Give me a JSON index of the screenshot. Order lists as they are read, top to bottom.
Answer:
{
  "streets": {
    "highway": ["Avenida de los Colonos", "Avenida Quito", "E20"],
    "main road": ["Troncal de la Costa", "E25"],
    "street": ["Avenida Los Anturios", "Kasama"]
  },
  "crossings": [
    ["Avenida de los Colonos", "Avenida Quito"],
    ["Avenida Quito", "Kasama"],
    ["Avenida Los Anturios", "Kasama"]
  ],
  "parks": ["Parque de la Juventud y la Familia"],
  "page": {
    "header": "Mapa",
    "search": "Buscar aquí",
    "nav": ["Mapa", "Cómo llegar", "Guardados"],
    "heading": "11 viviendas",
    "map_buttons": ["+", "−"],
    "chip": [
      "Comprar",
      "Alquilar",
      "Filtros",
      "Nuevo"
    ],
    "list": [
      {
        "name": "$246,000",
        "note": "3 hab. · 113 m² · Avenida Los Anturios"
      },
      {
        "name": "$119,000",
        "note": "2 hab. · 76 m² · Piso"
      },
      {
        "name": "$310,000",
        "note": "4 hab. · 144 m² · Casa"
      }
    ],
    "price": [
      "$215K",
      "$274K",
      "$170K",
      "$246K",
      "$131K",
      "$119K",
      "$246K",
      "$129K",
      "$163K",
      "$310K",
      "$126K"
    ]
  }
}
#####
Task to complete:
The full listing should be duplicated exactly, line by line.

Solution to the problem:
Give me a JSON index of the screenshot. Order lists as they are read, top to bottom.
Answer:
{
  "streets": {
    "highway": ["Avenida de los Colonos", "Avenida Quito", "E20"],
    "main road": ["Troncal de la Costa", "E25"],
    "street": ["Avenida Los Anturios", "Kasama"]
  },
  "crossings": [
    ["Avenida de los Colonos", "Avenida Quito"],
    ["Avenida Quito", "Kasama"],
    ["Avenida Los Anturios", "Kasama"]
  ],
  "parks": ["Parque de la Juventud y la Familia"],
  "page": {
    "header": "Mapa",
    "search": "Buscar aquí",
    "nav": ["Mapa", "Cómo llegar", "Guardados"],
    "heading": "11 viviendas",
    "map_buttons": ["+", "−"],
    "chip": [
      "Comprar",
      "Alquilar",
      "Filtros",
      "Nuevo"
    ],
    "list": [
      {
        "name": "$246,000",
        "note": "3 hab. · 113 m² · Avenida Los Anturios"
      },
      {
        "name": "$119,000",
        "note": "2 hab. · 76 m² · Piso"
      },
      {
        "name": "$310,000",
        "note": "4 hab. · 144 m² · Casa"
      }
    ],
    "price": [
      "$215K",
      "$274K",
      "$170K",
      "$246K",
      "$131K",
      "$119K",
      "$246K",
      "$129K",
      "$163K",
      "$310K",
      "$126K"
    ]
  }
}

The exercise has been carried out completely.